Exercise description: In the data below, find every line with the word "linecap" and copy it out.

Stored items
-.-.-

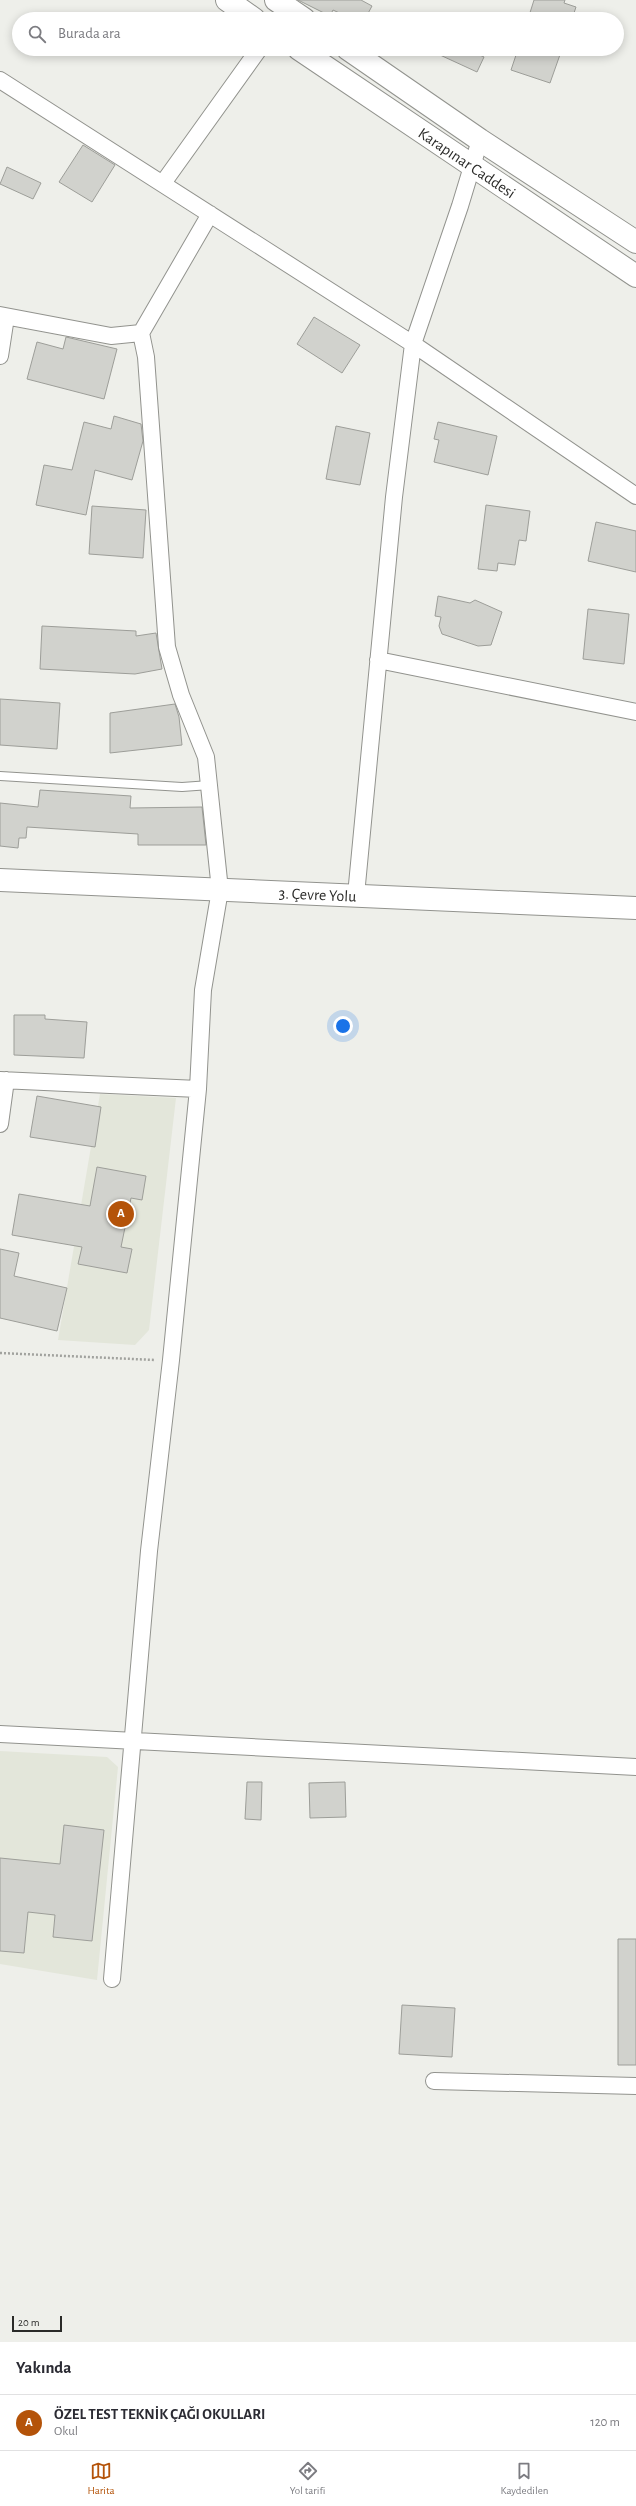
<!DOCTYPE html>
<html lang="tr">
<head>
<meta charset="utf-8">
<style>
  :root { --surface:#fff; --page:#f2f2f3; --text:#2b2b33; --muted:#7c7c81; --line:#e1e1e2; --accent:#b45309 }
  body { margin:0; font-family:"Alegreya Sans",sans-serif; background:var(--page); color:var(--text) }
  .scale { position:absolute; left:12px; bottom:10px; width:50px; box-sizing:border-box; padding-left:4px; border:2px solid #2a2a28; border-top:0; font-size:11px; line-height:14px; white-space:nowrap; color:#2a2a28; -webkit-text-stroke:3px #eeefea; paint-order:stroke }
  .you { position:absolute; left:343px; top:1026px; width:14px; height:14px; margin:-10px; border:3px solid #fff; border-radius:50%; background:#1a73e8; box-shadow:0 0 0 6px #1a73e833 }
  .badge { display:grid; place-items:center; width:26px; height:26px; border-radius:50%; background:var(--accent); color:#fff; font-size:13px; font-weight:700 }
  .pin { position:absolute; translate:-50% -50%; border:2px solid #fff; box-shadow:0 1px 4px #0006 }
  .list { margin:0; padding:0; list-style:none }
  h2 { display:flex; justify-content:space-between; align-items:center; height:52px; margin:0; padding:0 16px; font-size:17px }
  h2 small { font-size:13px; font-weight:400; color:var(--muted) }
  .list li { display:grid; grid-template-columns:26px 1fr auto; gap:12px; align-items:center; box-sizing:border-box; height:56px; padding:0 16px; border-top:1px solid var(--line) }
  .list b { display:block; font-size:15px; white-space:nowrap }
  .list p { margin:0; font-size:13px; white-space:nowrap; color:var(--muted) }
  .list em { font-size:13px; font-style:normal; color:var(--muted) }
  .icon { flex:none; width:22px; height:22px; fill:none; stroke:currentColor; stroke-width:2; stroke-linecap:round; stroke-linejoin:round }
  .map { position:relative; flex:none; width:636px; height:2342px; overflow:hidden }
  .search { position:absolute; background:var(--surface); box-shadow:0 2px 10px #0003; left:12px; right:12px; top:12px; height:44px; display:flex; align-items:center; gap:10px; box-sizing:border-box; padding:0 14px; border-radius:22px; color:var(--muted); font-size:15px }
  .sheet { height:108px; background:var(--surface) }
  nav { display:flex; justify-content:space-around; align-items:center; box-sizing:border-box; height:56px; border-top:1px solid var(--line); background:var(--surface); font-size:11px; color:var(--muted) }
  nav a { display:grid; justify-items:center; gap:2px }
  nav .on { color:var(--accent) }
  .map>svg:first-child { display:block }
  .built { fill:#e3e6da }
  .building { fill:#d1d2cd; stroke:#9d9e99 }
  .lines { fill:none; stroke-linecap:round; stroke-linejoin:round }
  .lane-casing { stroke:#92938e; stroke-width:10 }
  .street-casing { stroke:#92938e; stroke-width:18 }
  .secondary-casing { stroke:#92938e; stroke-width:24 }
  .path { stroke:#a1a29e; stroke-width:2.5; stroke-dasharray:2 2; stroke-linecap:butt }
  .lane { stroke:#fff; stroke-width:8 }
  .street { stroke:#fff; stroke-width:16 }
  .secondary { stroke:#fff; stroke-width:22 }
  .labels { text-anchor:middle; stroke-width:4; stroke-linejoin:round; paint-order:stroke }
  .street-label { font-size:16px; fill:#2a2a28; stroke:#eeefea }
</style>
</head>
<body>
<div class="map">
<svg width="636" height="2342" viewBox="0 0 636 2342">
  <rect width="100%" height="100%" fill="#eeefea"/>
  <path class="built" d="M100,1094L176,1098L149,1330L135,1345L58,1340Z
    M0,1751L107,1757L118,1767L97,1980L0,1964Z"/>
  <path class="building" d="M298,0H361L372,6L365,19H352L333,10L330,16Z
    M534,0H565L564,3L576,7L572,19H528Z
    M427,49H467L484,57L477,72Z
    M518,49H562L550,83L511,70Z
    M83,145L115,165L92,202L59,182Z
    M7,167L41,183L33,199L0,184Z
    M314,317L360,345L342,373L297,344Z
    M66,337L117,349L104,399L27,379L37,342L63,349Z
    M114,416L141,424L143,441L132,480L95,470L86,515L36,505L44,465L72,470L84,422L111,429Z
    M438,422L497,436L488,475L434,462L439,440L434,439Z
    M336,426L370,433L360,485L326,479Z
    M486,505L530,511L526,541L519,540L515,565L498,563L497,571L478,569Z
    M92,506L146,510L143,558L89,554Z
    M596,522L636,531V572L588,561Z
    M438,596L470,603L475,600L502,612L491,645L478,646L442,634L439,626L441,617L435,616Z
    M588,609L629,614L624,664L583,659Z
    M42,626L136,631V636L156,633L162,669L135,674L40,669Z
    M0,699L60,703L57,749L0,745Z
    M175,704L179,717L182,745L110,753V713Z
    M40,790L131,796L130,808L202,807L206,845H138V834L27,827L26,838H19L18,848L0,846V803L38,807Z
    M14,1015H45V1019L87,1022L84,1058L14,1055Z
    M37,1096L101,1107L95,1147L30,1137Z
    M97,1167L146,1176L142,1200L131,1198L121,1247L132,1249L127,1273L78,1264L82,1247L12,1235L19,1194L90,1206Z
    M0,1249L19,1253L14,1276L67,1288L57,1331L0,1318Z
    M247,1782H262L261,1820L245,1819Z
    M345,1782L346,1817L310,1818L309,1783Z
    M64,1825L104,1830L92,1941L53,1937L55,1915L28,1912L24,1953L0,1951V1858L60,1864Z
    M618,1939H636V2065H618Z
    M402,2005L455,2008L452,2057L399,2054Z"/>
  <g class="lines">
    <defs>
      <path id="lane" d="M0,776L182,787L210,785"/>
      <path id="street" d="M0,80L413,344L636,496
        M163,183L259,49
        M0,315L111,336L141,333
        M0,356L6,317
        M378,660L636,712
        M356,895L394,497L413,344L460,206L480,140
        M0,1080L198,1089
        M0,1124L6,1080
        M0,1734L636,1767
        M112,1979L149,1551L171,1360L198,1089L203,990L220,890L206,757L181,695L167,647L146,357L141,333L210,214
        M434,2081L636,2086"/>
      <g id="secondary">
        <path d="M227,0L254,19"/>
        <path d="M276,0L304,19"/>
        <path id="s1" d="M299,49L636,276"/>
        <path d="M348,49L480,140L636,242"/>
        <path id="s2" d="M0,880L636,908"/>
      </g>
    </defs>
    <use href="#lane" class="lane-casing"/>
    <use href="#street" class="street-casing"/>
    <use href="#secondary" class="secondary-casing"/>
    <path class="path" d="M0,1353L155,1360"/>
    <use href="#lane" class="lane"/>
    <use href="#street" class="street"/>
    <use href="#secondary" class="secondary"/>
  </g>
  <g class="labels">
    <g class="street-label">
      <text dy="6" stroke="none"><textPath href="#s1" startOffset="203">Karapınar Caddesi</textPath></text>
      <text dy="6" stroke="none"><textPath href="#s2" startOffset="318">3. Çevre Yolu</textPath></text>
    </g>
  </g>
</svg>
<div class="scale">20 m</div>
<div class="you"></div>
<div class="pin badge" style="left:121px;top:1214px">A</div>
<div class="search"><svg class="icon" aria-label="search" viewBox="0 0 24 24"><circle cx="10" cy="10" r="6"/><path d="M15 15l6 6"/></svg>Burada ara</div>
</div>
<section class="sheet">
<h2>Yakında<small></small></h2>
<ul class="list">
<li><span class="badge">A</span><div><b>ÖZEL TEST TEKNİK ÇAĞI OKULLARI</b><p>Okul</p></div><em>120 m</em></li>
</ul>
</section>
<nav>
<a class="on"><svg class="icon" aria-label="map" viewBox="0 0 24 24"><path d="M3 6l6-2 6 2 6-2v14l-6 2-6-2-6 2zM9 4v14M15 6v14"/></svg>Harita</a>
<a><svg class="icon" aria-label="directions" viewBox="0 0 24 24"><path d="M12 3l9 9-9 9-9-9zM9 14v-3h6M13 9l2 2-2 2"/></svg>Yol tarifi</a>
<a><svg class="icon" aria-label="saved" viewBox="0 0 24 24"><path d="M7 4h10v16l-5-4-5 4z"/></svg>Kaydedilen</a>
</nav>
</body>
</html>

-.-.-

Solved problem:
  .icon { flex:none; width:22px; height:22px; fill:none; stroke:currentColor; stroke-width:2; stroke-linecap:round; stroke-linejoin:round }
  .lines { fill:none; stroke-linecap:round; stroke-linejoin:round }
  .path { stroke:#a1a29e; stroke-width:2.5; stroke-dasharray:2 2; stroke-linecap:butt }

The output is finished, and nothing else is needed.